→ Data extracts
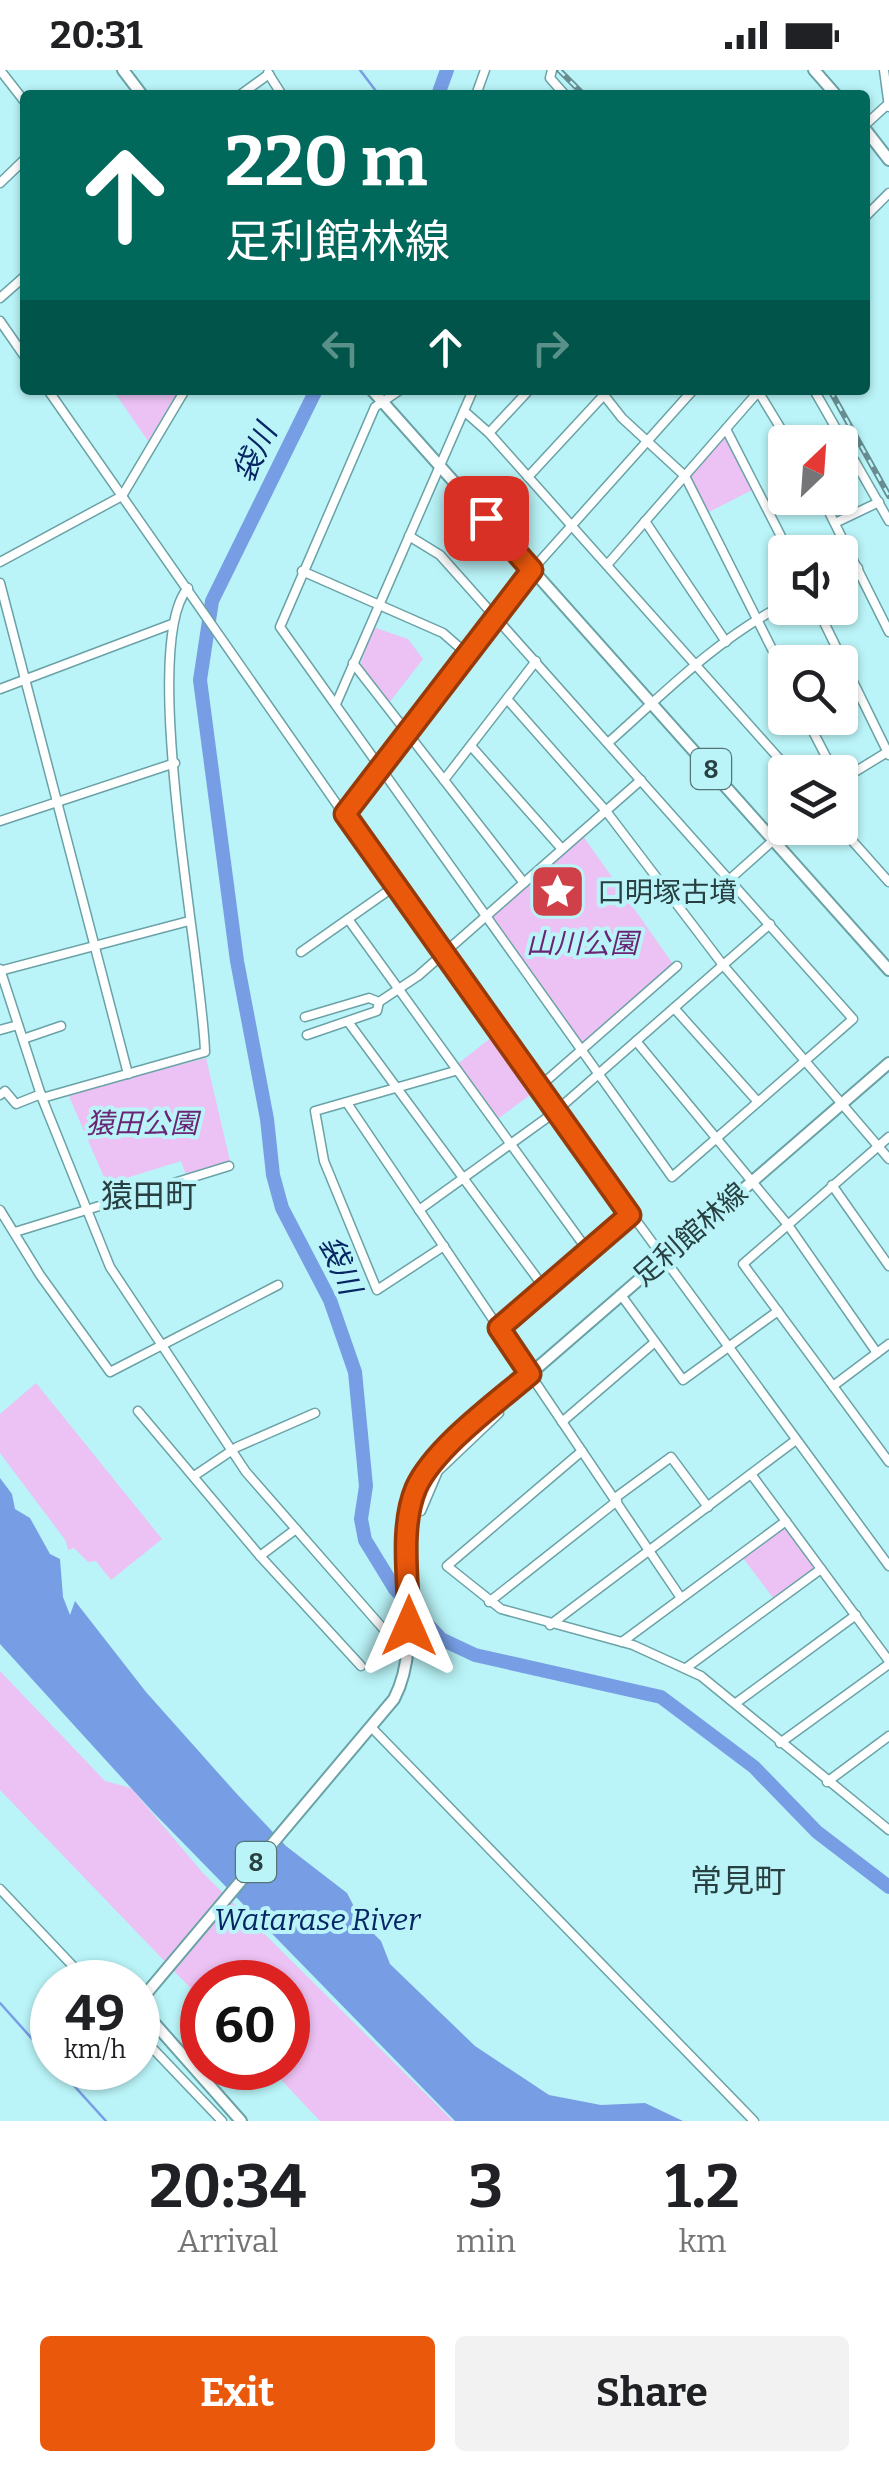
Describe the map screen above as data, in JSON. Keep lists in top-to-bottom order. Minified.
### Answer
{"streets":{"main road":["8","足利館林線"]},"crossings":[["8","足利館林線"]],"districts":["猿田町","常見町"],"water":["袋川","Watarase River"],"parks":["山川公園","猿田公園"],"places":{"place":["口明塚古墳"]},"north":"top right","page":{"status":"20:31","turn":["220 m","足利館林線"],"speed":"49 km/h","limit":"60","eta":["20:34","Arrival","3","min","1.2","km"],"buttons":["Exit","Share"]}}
* * *
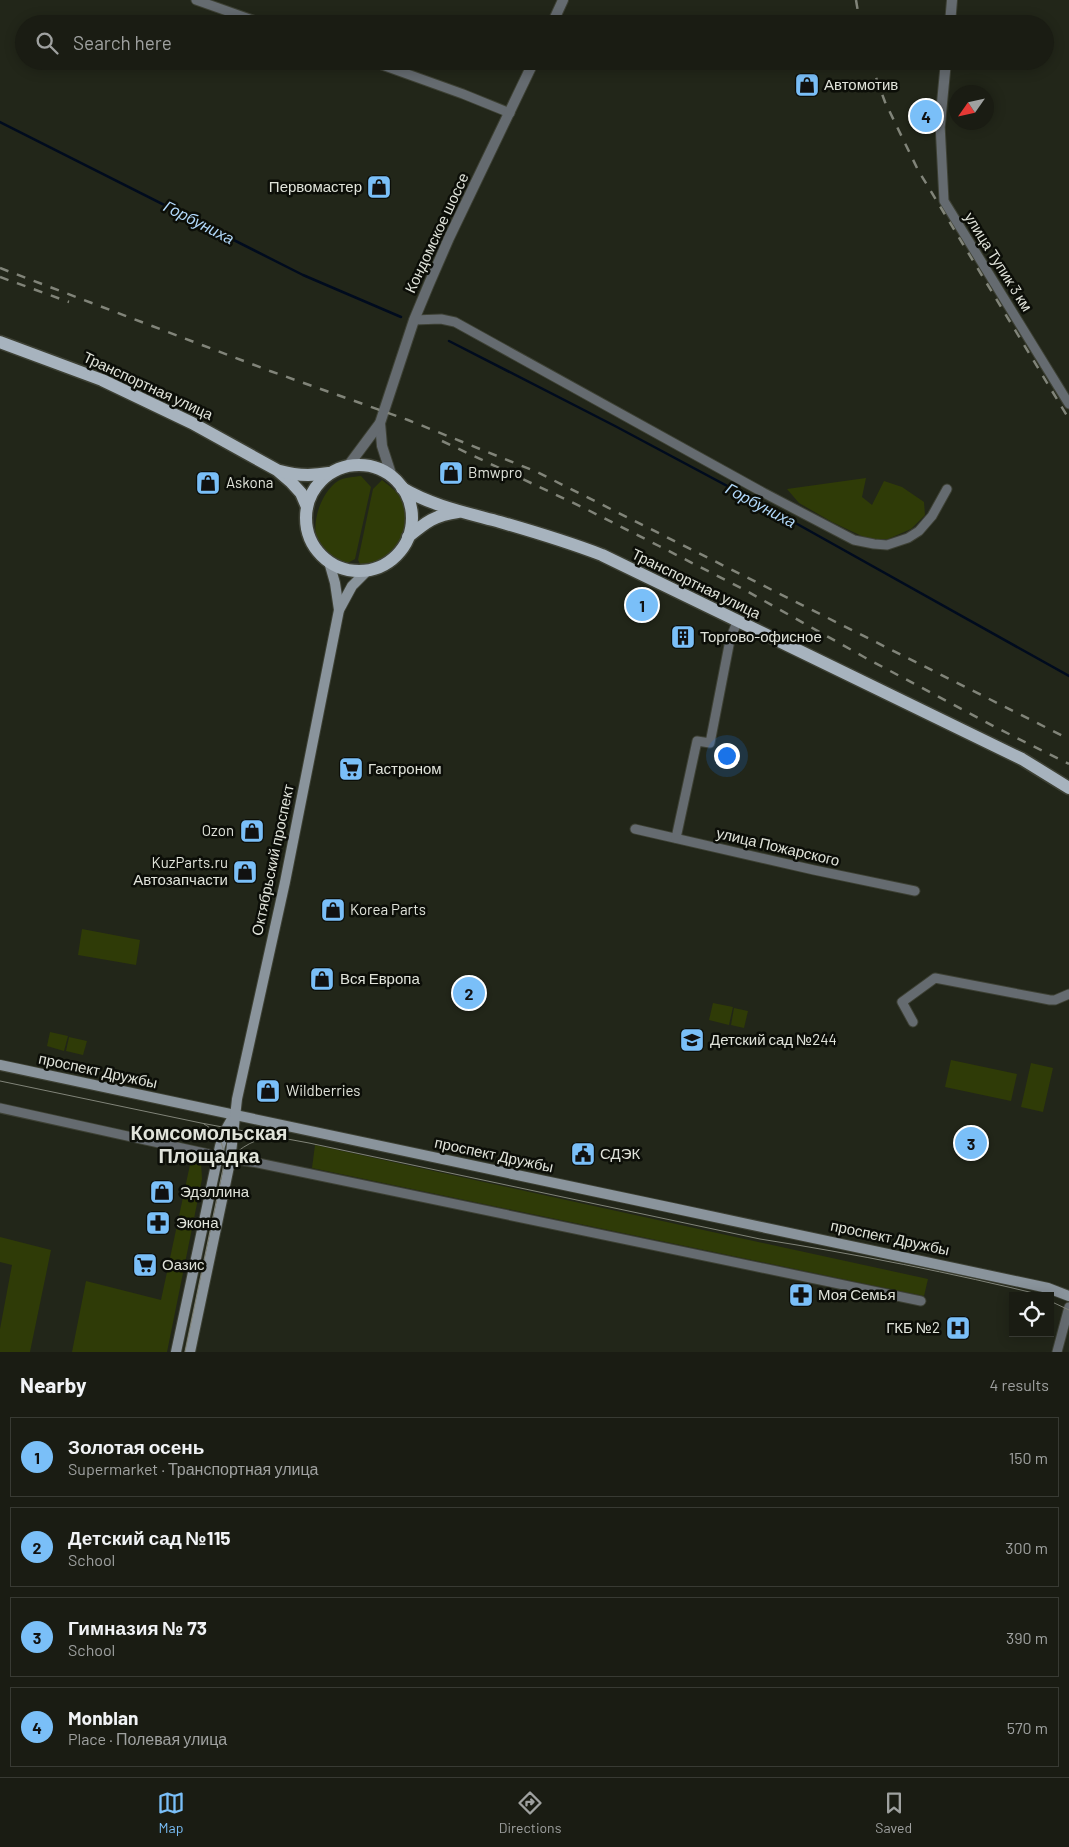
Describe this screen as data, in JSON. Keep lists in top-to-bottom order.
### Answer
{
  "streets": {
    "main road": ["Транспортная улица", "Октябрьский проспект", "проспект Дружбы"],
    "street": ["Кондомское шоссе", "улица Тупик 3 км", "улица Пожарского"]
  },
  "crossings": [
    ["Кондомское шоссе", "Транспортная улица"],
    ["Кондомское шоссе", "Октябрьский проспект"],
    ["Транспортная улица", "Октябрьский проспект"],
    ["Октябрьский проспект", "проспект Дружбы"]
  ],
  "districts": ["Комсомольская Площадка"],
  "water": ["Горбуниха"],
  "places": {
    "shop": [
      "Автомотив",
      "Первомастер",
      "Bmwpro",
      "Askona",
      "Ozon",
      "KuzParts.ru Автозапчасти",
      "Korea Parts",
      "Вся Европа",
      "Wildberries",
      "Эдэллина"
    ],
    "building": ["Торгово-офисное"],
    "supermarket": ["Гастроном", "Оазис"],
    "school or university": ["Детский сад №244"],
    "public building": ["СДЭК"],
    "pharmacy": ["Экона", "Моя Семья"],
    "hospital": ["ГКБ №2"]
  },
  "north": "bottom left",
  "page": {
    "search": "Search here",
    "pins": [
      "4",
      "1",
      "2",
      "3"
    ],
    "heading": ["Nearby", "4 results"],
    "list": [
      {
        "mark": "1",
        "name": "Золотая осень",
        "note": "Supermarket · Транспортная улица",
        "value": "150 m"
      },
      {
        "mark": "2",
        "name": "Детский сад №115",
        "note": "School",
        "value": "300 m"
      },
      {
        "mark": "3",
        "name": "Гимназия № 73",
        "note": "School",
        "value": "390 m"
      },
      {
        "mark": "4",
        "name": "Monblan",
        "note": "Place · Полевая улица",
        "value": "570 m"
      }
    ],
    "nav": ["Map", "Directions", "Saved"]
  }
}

→ What is being asked
The word "lists" appears in some of the lines above. Copy those lines.

→ Your response
Describe the map screen above as data, in JSON. Keep lists in top-to-bottom order. Minified.
Describe this screen as data, in JSON. Keep lists in top-to-bottom order.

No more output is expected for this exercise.